(Items from a data source)
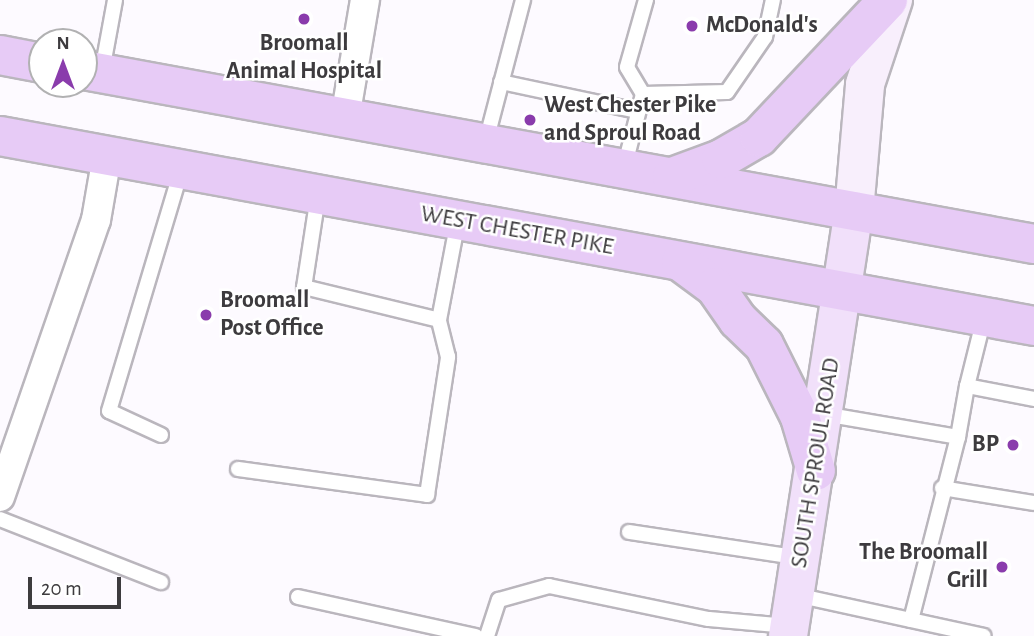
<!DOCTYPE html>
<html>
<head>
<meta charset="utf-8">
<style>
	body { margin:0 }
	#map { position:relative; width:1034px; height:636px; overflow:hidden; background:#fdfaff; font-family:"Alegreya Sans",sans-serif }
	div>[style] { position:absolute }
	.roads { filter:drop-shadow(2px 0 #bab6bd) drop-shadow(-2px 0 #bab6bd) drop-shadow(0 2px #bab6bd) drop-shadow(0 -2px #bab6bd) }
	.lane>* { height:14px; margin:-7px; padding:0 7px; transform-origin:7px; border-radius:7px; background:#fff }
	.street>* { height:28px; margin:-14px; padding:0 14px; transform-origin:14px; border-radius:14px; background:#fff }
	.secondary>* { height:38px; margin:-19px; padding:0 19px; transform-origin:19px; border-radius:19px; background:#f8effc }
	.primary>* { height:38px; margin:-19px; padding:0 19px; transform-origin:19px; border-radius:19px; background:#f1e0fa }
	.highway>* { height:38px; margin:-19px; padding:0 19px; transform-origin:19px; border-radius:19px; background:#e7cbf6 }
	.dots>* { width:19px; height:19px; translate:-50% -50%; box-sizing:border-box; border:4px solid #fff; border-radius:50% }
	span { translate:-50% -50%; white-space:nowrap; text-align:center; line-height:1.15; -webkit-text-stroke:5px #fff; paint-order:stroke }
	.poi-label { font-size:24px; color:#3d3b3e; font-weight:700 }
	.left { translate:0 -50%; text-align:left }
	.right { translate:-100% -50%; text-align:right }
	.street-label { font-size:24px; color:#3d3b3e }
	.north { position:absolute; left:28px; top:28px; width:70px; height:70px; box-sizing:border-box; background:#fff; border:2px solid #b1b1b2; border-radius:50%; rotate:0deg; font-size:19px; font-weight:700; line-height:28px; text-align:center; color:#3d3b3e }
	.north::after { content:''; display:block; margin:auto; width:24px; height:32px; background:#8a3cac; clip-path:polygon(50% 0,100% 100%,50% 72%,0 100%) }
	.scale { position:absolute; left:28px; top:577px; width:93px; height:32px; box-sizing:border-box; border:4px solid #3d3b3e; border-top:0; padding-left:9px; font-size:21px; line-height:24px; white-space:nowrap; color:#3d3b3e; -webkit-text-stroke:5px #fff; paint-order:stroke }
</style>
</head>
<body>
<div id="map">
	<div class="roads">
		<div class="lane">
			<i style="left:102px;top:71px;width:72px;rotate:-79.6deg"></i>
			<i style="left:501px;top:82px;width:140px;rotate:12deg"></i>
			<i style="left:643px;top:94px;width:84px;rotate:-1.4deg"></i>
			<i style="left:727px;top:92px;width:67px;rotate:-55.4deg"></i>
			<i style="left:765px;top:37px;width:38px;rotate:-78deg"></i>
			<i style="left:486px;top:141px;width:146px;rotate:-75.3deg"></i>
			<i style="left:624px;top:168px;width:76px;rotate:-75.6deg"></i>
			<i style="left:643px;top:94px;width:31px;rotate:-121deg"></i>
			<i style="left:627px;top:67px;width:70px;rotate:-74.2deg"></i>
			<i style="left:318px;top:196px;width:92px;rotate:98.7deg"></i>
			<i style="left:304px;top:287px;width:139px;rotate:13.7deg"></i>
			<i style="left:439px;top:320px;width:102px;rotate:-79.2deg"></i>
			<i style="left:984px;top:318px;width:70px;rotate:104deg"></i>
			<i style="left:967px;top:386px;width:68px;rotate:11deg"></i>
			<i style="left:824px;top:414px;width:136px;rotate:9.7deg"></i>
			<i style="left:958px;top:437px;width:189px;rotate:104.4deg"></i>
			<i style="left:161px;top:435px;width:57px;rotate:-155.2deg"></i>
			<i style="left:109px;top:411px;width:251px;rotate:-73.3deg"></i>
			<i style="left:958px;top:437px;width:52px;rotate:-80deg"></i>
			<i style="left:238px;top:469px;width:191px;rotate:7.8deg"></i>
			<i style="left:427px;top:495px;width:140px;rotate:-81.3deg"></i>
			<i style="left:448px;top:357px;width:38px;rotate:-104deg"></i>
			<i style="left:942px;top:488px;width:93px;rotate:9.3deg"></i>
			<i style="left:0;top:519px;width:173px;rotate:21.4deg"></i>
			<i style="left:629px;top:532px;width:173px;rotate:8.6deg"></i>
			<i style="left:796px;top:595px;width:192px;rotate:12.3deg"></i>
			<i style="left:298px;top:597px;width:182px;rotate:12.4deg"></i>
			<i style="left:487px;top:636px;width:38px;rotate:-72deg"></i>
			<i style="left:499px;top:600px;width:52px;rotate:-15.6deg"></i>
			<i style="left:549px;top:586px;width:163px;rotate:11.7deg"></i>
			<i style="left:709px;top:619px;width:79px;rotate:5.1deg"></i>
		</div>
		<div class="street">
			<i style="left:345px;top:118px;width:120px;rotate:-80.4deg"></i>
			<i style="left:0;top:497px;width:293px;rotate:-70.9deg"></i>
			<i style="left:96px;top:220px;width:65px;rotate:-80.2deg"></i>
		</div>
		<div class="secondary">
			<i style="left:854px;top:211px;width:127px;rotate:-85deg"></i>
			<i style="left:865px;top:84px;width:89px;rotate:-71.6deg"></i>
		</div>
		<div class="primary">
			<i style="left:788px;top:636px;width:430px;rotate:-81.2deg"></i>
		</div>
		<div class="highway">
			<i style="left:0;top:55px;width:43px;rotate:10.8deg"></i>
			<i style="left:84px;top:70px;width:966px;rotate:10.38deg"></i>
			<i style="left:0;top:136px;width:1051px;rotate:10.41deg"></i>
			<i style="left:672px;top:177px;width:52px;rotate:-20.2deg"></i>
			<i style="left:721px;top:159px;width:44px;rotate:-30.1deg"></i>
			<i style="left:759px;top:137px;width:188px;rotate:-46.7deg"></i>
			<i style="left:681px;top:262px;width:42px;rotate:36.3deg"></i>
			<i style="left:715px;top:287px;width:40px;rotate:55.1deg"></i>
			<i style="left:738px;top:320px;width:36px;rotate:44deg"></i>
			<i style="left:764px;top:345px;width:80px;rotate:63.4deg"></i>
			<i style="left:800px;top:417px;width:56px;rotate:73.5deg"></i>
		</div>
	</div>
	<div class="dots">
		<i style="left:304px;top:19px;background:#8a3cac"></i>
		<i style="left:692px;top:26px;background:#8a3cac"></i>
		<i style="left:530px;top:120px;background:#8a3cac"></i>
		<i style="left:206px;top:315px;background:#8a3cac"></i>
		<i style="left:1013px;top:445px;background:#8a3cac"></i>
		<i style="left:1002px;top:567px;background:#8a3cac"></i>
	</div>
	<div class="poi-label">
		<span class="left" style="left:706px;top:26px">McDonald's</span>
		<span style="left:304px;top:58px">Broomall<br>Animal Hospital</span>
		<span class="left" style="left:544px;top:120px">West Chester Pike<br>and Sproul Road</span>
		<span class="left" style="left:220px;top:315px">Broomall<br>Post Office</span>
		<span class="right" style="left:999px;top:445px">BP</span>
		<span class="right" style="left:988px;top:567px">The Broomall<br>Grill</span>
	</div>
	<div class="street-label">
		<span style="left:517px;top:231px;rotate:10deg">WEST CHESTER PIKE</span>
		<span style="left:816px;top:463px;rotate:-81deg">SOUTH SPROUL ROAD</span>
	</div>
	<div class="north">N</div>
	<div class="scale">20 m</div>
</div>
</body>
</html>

### EXERCISE OBJECTIVE
Please give the number of lines above containing "roads" and nothing else.

### RESULT BELOW
2